Records for the exercise START

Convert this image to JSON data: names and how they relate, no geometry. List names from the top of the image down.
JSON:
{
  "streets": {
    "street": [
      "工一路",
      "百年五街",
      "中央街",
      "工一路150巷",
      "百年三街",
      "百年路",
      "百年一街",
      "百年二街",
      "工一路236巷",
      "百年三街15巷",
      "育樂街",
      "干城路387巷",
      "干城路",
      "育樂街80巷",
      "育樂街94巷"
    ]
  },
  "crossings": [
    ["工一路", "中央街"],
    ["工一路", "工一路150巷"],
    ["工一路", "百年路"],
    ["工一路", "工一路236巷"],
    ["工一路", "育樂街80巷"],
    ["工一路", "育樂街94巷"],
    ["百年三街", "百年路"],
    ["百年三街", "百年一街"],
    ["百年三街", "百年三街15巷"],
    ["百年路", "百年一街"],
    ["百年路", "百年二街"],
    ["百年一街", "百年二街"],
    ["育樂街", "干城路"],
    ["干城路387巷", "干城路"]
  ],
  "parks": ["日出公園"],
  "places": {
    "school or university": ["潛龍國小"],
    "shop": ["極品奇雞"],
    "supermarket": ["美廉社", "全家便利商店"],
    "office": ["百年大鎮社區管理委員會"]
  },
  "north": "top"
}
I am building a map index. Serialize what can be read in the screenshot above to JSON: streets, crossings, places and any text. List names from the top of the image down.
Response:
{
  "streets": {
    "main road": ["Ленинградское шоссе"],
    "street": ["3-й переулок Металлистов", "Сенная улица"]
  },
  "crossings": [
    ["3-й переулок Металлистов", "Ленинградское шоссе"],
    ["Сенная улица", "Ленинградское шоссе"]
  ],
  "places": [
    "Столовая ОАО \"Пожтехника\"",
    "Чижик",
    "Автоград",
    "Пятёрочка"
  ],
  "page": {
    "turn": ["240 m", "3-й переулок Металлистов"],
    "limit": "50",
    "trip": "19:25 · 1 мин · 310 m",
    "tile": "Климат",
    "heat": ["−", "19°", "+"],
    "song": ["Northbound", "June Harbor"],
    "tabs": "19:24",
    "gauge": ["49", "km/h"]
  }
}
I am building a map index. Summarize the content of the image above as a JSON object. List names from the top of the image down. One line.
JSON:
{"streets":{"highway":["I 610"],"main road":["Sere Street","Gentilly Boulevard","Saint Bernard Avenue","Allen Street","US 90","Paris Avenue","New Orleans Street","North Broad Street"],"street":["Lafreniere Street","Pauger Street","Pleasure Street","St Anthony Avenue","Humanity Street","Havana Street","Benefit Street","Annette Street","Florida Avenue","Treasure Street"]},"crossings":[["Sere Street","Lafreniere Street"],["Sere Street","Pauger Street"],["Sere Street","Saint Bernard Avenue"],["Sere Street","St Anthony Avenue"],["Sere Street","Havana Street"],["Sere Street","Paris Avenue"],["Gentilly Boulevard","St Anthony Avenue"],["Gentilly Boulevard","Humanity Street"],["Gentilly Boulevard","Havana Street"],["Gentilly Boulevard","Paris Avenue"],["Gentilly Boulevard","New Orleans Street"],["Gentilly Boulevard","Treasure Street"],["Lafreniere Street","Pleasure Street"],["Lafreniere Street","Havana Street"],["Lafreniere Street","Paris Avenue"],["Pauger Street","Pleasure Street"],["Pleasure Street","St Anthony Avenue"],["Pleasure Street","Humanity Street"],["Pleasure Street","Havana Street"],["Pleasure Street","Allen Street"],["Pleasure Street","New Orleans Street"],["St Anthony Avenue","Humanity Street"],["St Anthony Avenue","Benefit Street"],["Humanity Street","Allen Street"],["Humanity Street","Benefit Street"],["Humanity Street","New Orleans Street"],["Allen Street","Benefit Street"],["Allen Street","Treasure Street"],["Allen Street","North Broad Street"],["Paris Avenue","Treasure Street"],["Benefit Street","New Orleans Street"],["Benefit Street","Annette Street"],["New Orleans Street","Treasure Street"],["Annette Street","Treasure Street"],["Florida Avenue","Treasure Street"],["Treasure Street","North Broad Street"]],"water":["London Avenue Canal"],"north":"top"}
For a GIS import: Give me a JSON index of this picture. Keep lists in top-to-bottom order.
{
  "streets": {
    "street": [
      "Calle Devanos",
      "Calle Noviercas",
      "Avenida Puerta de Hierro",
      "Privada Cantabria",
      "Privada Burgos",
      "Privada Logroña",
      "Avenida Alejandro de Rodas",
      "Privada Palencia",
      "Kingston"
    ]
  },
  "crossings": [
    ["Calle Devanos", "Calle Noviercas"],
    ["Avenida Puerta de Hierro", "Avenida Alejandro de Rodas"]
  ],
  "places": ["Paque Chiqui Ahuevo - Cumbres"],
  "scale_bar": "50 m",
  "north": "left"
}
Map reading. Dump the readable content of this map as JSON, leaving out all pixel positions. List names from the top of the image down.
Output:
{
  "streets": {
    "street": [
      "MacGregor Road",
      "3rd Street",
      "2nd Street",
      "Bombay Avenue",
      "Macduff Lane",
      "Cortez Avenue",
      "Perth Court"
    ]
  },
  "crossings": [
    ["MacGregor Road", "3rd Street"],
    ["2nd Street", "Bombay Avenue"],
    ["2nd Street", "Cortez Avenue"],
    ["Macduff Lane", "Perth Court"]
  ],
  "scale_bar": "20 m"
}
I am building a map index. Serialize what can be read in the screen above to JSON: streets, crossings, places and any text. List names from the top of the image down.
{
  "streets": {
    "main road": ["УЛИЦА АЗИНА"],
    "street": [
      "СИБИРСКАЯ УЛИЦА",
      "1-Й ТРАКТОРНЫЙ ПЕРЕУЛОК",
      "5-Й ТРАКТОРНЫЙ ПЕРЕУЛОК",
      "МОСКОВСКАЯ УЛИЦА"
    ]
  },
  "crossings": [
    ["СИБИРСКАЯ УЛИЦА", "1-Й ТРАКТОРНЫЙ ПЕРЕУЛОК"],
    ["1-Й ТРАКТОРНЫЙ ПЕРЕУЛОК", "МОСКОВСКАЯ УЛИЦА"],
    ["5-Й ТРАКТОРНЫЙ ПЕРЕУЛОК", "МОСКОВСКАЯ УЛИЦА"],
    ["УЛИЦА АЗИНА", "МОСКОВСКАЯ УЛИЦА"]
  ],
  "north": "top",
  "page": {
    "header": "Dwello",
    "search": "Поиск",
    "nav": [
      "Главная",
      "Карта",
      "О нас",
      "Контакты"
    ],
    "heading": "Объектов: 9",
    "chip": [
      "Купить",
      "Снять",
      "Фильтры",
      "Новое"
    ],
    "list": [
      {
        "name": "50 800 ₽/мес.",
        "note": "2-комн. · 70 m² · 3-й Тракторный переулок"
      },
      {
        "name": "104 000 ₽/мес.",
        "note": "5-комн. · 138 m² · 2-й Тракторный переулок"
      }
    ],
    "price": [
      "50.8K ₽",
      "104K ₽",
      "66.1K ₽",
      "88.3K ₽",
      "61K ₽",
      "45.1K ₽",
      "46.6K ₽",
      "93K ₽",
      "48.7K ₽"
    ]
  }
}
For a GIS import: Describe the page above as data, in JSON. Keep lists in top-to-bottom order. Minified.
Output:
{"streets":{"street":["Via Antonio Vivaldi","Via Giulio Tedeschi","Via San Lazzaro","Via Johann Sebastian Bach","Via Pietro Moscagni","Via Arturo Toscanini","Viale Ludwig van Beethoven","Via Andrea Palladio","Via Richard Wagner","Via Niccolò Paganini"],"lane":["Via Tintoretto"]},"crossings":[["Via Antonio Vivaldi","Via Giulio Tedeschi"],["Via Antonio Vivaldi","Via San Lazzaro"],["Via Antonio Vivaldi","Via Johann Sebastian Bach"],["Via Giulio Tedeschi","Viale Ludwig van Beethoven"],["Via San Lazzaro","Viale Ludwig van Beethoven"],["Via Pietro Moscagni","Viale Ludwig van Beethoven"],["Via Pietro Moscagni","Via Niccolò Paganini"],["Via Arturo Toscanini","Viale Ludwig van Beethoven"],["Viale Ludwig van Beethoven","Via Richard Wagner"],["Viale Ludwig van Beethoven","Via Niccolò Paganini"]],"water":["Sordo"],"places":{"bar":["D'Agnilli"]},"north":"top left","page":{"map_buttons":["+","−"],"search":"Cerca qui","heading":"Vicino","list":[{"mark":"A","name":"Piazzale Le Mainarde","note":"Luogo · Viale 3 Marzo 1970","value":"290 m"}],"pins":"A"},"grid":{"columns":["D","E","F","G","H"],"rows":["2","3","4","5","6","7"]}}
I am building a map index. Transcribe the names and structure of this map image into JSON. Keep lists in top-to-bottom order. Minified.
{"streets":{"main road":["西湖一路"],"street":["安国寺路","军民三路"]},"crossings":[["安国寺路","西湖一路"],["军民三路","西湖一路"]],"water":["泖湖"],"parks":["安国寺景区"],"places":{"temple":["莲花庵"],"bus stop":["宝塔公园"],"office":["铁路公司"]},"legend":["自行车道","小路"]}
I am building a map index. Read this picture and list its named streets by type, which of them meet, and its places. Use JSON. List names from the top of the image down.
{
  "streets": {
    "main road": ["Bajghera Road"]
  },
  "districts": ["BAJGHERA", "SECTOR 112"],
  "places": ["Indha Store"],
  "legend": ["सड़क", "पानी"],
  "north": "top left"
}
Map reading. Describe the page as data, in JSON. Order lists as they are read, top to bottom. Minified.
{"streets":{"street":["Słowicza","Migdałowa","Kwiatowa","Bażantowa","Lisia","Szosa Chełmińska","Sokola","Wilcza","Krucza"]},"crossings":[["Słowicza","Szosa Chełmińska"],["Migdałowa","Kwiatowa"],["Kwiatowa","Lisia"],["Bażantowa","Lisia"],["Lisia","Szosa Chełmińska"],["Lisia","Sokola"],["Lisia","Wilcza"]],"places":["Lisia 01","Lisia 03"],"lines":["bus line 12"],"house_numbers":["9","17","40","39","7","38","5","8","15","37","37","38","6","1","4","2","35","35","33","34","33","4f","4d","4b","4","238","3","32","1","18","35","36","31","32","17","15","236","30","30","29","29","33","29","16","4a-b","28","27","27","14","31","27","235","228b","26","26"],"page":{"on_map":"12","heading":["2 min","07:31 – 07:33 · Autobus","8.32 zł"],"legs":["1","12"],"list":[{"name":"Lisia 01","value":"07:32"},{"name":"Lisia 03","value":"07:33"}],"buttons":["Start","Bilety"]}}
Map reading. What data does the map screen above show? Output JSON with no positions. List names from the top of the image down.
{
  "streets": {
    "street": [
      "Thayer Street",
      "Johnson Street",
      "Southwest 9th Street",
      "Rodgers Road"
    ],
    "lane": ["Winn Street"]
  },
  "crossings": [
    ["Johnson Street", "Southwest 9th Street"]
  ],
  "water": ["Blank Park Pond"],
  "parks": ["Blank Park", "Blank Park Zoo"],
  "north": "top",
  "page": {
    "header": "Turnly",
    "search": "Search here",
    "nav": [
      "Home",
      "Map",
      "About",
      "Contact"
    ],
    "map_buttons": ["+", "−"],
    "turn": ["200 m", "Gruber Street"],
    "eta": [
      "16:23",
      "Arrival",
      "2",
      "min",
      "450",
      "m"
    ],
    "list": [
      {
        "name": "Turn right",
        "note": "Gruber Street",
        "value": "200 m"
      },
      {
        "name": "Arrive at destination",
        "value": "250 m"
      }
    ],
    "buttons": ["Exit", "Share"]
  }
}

Records for the exercise END

# Work to complete:
Copy each line of the listing that includes "Court".

# Solved exercise:
      "Perth Court"
    ["Macduff Lane", "Perth Court"]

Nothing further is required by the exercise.